▸ **Task to carry out**
For each entry below, copy the text exactly and leave out any picture.

▸ **Data for this exercise**
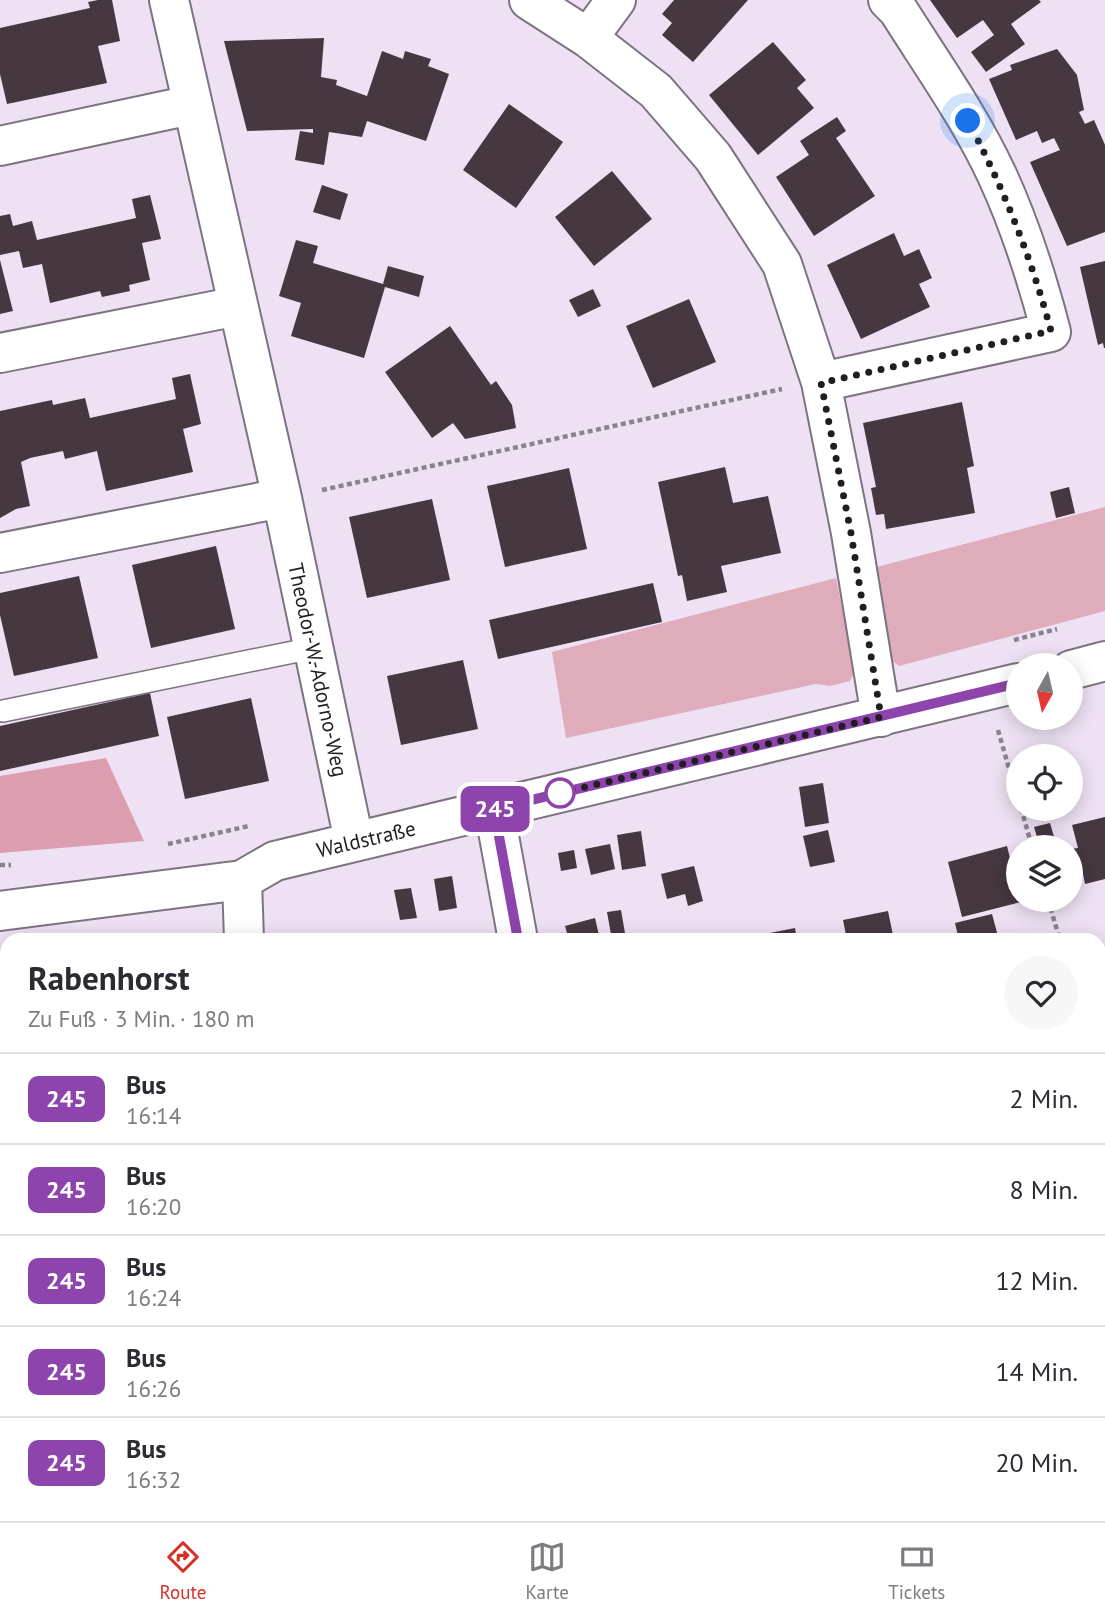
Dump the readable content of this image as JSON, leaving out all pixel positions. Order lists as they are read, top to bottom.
{
  "streets": {
    "street": ["Theodor-W.-Adorno-Weg", "Waldstraße"]
  },
  "crossings": [
    ["Theodor-W.-Adorno-Weg", "Waldstraße"]
  ],
  "lines": ["bus line 245"],
  "north": "bottom",
  "page": {
    "on_map": "245",
    "heading": ["Rabenhorst", "Zu Fuß · 3 Min. · 180 m"],
    "list": [
      {
        "mark": "245",
        "name": "Bus",
        "note": "16:14",
        "value": "2 Min."
      },
      {
        "mark": "245",
        "name": "Bus",
        "note": "16:20",
        "value": "8 Min."
      },
      {
        "mark": "245",
        "name": "Bus",
        "note": "16:24",
        "value": "12 Min."
      },
      {
        "mark": "245",
        "name": "Bus",
        "note": "16:26",
        "value": "14 Min."
      },
      {
        "mark": "245",
        "name": "Bus",
        "note": "16:32",
        "value": "20 Min."
      }
    ],
    "tabs": ["Route", "Karte", "Tickets"]
  }
}
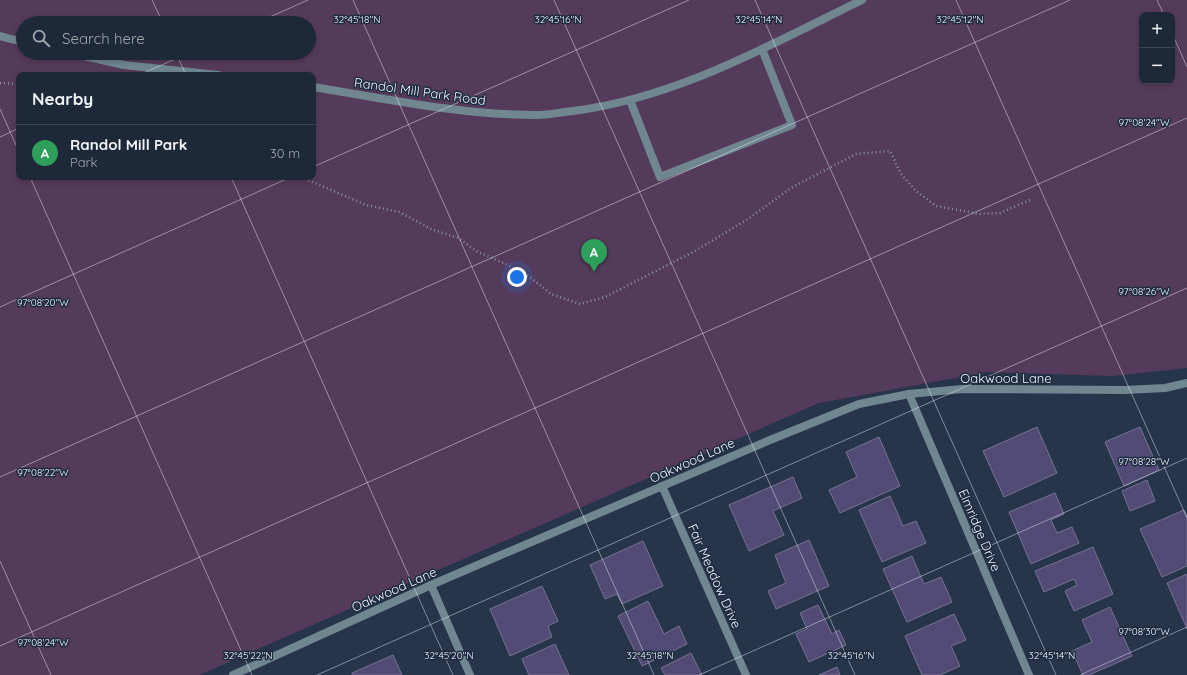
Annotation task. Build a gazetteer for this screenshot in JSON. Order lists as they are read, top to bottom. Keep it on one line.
{"streets":{"street":["Randol Mill Park Road","Oakwood Lane","Elmridge Drive","Fair Meadow Drive"]},"crossings":[["Oakwood Lane","Elmridge Drive"],["Oakwood Lane","Fair Meadow Drive"]],"page":{"map_buttons":["+","−"],"search":"Search here","heading":"Nearby","list":[{"mark":"A","name":"Randol Mill Park","note":"Park","value":"30 m"}],"pins":"A"},"coordinates":["32°45'18\"N","32°45'16\"N","32°45'14\"N","32°45'12\"N","97°08'24\"W","97°08'26\"W","97°08'20\"W","97°08'28\"W","97°08'22\"W","97°08'30\"W","32°45'22\"N","32°45'20\"N"]}
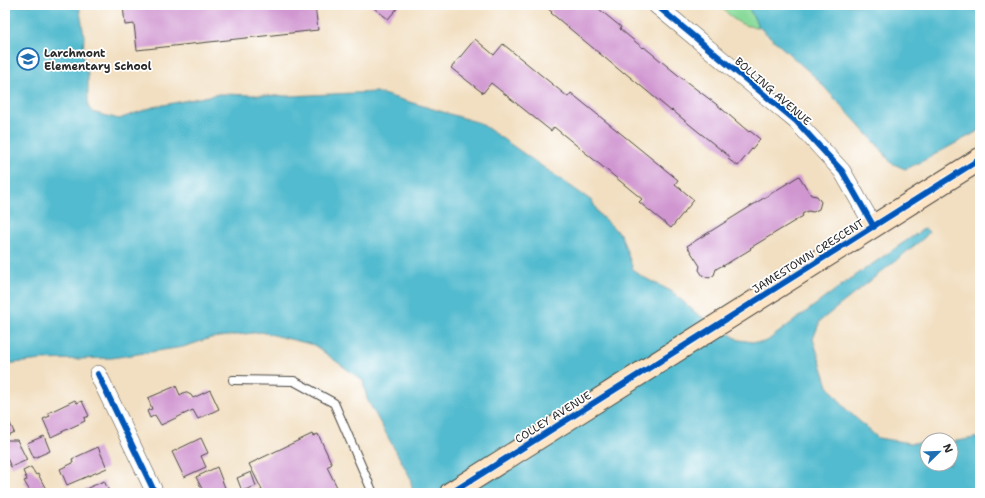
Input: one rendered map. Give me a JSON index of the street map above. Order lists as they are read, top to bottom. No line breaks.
{"streets":{"main road":["JAMESTOWN CRESCENT","COLLEY AVENUE"],"street":["BOLLING AVENUE"]},"crossings":[["BOLLING AVENUE","JAMESTOWN CRESCENT"],["JAMESTOWN CRESCENT","COLLEY AVENUE"]],"places":{"school or university":["Larchmont Elementary School"]},"north":"top right"}
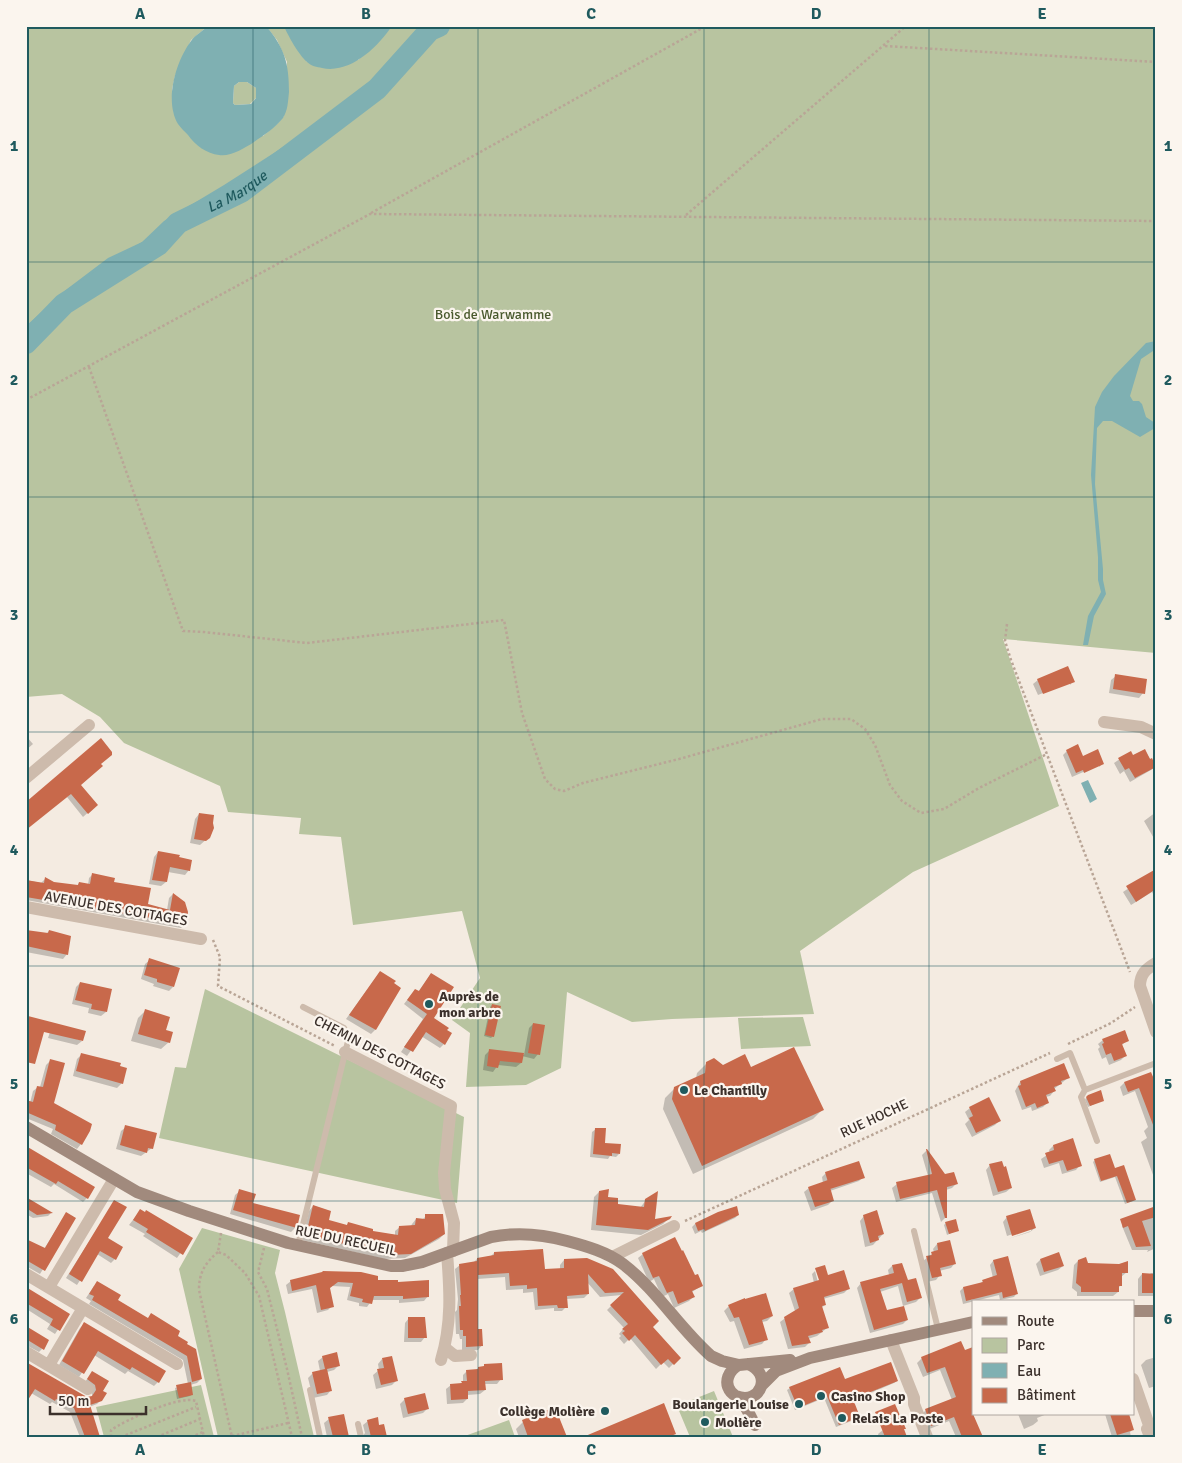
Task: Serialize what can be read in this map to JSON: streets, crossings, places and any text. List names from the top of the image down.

▸ **Solved exercise**
Dump the readable content of this image as JSON, leaving out all pixel positions. Order lists as they are read, top to bottom.
{
  "streets": {
    "street": ["Theodor-W.-Adorno-Weg", "Waldstraße"]
  },
  "crossings": [
    ["Theodor-W.-Adorno-Weg", "Waldstraße"]
  ],
  "lines": ["bus line 245"],
  "north": "bottom",
  "page": {
    "on_map": "245",
    "heading": ["Rabenhorst", "Zu Fuß · 3 Min. · 180 m"],
    "list": [
      {
        "mark": "245",
        "name": "Bus",
        "note": "16:14",
        "value": "2 Min."
      },
      {
        "mark": "245",
        "name": "Bus",
        "note": "16:20",
        "value": "8 Min."
      },
      {
        "mark": "245",
        "name": "Bus",
        "note": "16:24",
        "value": "12 Min."
      },
      {
        "mark": "245",
        "name": "Bus",
        "note": "16:26",
        "value": "14 Min."
      },
      {
        "mark": "245",
        "name": "Bus",
        "note": "16:32",
        "value": "20 Min."
      }
    ],
    "tabs": ["Route", "Karte", "Tickets"]
  }
}
Annotation task. Build a gazetteer for this screenshot in JSON. Order lists as they are read, top to bottom. Keep it on one line.
{"streets":{"street":["Randol Mill Park Road","Oakwood Lane","Elmridge Drive","Fair Meadow Drive"]},"crossings":[["Oakwood Lane","Elmridge Drive"],["Oakwood Lane","Fair Meadow Drive"]],"page":{"map_buttons":["+","−"],"search":"Search here","heading":"Nearby","list":[{"mark":"A","name":"Randol Mill Park","note":"Park","value":"30 m"}],"pins":"A"},"coordinates":["32°45'18\"N","32°45'16\"N","32°45'14\"N","32°45'12\"N","97°08'24\"W","97°08'26\"W","97°08'20\"W","97°08'28\"W","97°08'22\"W","97°08'30\"W","32°45'22\"N","32°45'20\"N"]}
Input: one rendered map. Give me a JSON index of the street map above. Order lists as they are read, top to bottom. No line breaks.
{"streets":{"main road":["JAMESTOWN CRESCENT","COLLEY AVENUE"],"street":["BOLLING AVENUE"]},"crossings":[["BOLLING AVENUE","JAMESTOWN CRESCENT"],["JAMESTOWN CRESCENT","COLLEY AVENUE"]],"places":{"school or university":["Larchmont Elementary School"]},"north":"top right"}
Task: Serialize what can be read in this map to JSON: streets, crossings, places and any text. List names from the top of the image down.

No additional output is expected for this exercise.